### INSTRUCTIONS FOR THE TASK:
Pull out every line below that holds the word "their".

### DATASET EXCERPTS:
#####

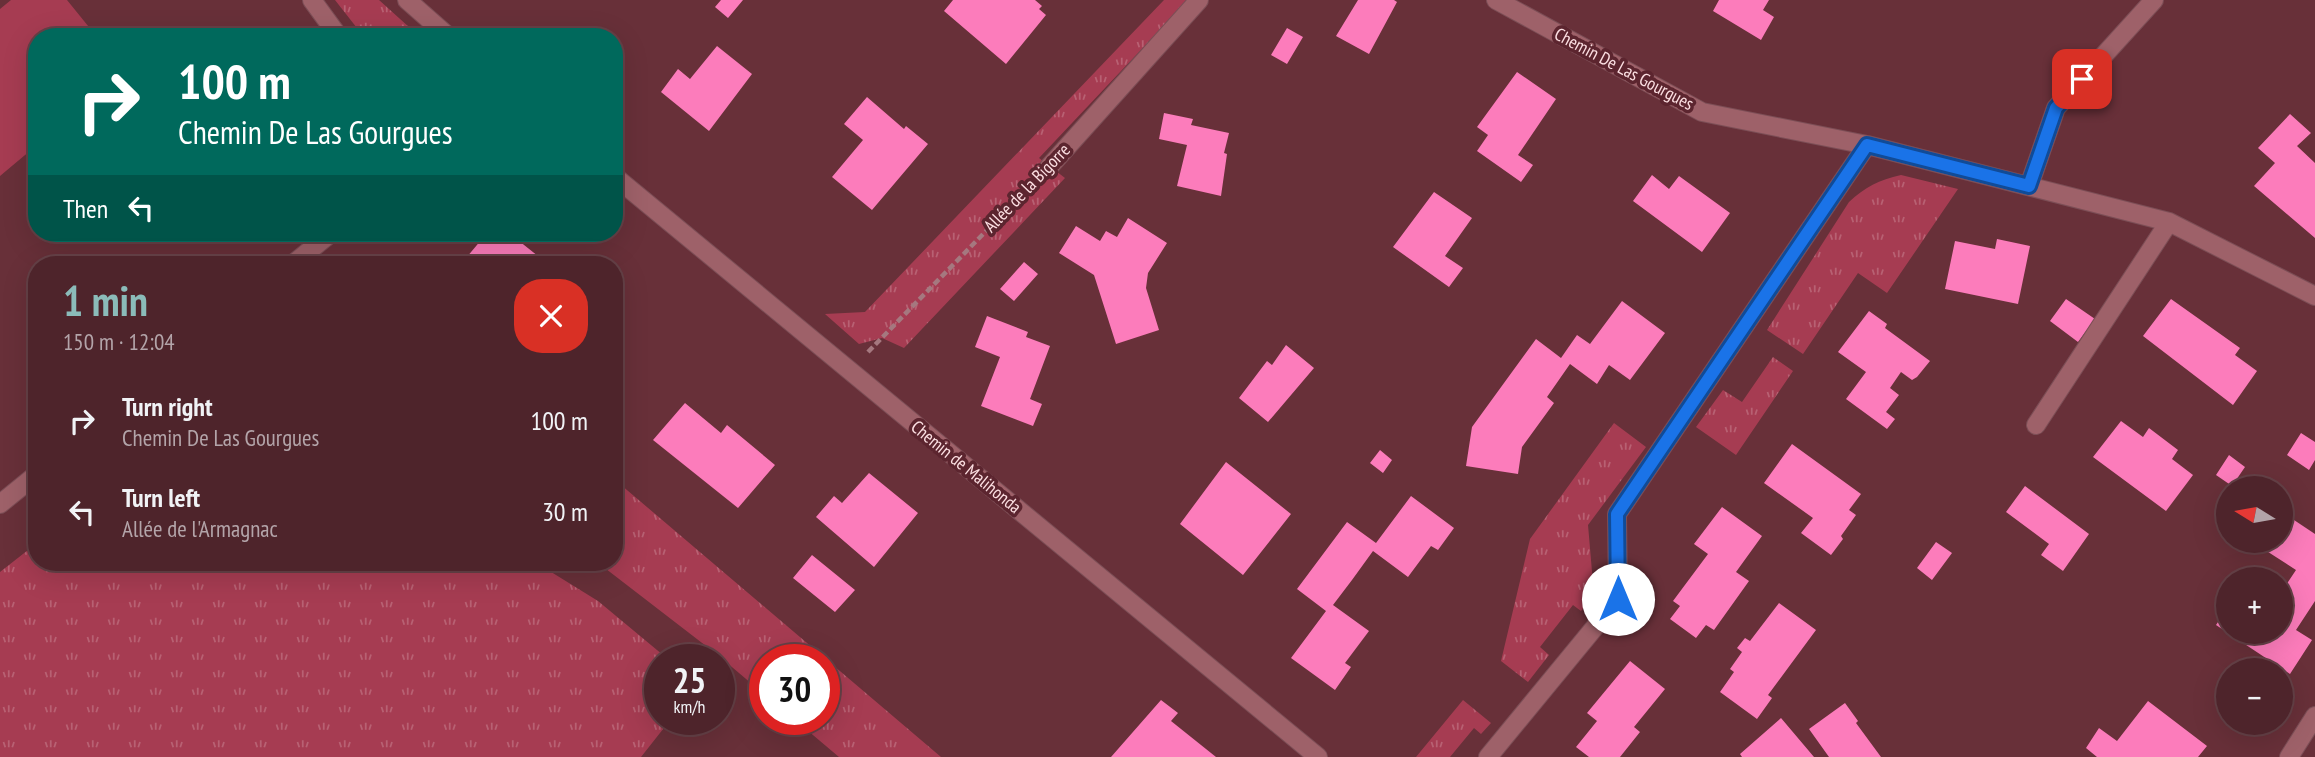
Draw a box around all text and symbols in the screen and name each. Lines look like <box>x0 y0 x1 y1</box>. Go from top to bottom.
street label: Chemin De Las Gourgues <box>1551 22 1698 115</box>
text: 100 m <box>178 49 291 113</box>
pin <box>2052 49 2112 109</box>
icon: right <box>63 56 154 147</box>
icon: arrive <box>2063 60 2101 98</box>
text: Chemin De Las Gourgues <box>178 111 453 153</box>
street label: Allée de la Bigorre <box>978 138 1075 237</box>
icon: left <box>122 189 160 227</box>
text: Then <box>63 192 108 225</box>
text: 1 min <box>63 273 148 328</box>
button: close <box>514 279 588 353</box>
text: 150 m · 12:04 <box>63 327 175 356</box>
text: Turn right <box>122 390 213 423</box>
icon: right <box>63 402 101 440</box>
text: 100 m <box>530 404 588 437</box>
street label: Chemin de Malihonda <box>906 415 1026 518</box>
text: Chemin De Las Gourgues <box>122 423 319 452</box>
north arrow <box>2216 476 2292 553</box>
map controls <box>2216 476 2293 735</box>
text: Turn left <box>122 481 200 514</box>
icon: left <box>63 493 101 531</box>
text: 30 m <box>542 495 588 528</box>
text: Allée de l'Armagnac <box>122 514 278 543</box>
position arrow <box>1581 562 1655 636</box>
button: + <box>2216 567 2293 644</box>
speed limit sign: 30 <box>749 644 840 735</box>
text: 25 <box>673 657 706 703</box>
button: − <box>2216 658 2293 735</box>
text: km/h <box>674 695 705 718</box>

#####

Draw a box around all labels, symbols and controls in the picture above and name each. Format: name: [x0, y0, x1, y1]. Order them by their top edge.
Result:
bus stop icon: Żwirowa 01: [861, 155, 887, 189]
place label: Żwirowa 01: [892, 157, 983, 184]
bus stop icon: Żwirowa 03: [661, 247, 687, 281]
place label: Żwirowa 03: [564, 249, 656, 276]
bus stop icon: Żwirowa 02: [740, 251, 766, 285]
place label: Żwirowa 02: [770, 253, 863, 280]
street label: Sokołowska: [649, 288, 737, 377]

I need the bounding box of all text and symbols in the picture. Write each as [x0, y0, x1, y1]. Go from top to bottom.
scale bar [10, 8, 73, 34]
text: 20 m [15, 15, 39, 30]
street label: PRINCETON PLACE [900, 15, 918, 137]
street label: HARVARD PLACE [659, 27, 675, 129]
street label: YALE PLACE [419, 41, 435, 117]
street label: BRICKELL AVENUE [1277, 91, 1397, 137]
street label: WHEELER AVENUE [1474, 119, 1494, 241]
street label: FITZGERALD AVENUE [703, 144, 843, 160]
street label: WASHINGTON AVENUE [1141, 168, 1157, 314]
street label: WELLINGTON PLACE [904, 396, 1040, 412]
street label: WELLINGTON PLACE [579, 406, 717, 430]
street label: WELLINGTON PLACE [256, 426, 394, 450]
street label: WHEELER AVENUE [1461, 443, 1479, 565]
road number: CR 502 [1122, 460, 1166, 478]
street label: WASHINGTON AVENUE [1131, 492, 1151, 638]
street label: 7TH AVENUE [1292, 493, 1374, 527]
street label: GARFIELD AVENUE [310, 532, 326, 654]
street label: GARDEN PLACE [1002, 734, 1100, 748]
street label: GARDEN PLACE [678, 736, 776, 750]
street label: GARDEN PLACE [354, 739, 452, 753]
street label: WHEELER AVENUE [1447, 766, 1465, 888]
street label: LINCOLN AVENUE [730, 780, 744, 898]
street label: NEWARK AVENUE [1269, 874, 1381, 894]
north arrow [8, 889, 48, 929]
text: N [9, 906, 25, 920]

#####

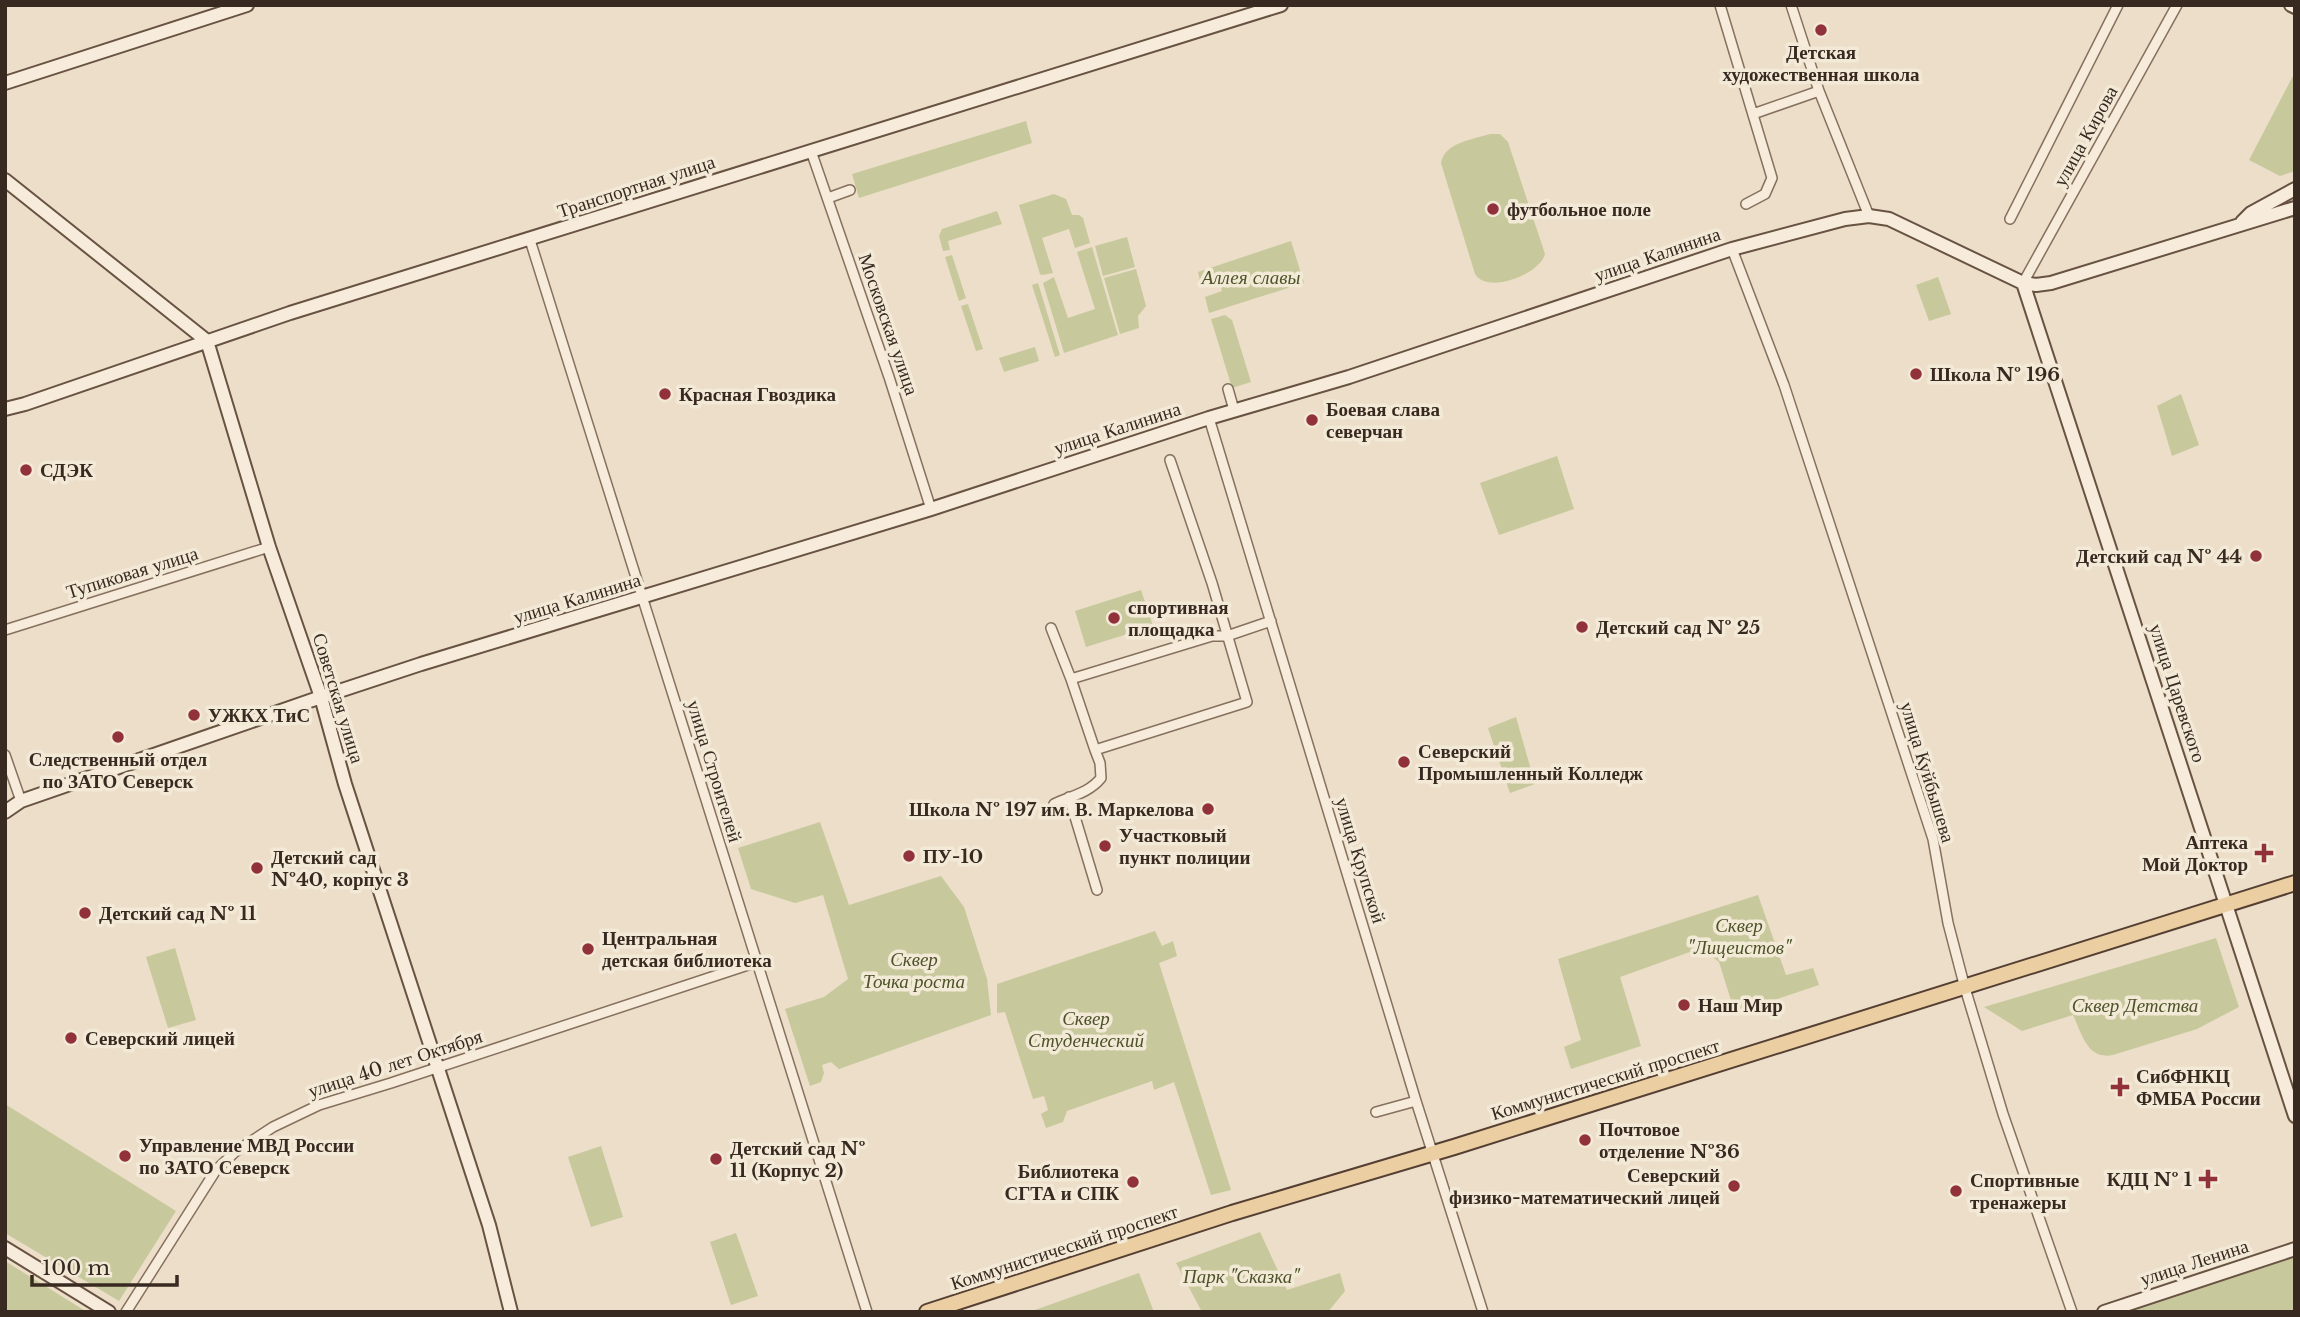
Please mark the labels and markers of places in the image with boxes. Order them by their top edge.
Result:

#####

### TASK RESPONSE:
Draw a box around all labels, symbols and controls in the picture above and name each. Format: name: [x0, y0, x1, y1]. Order them by their top edge.
Please mark the labels and markers of places in the image with boxes. Order them by their top edge.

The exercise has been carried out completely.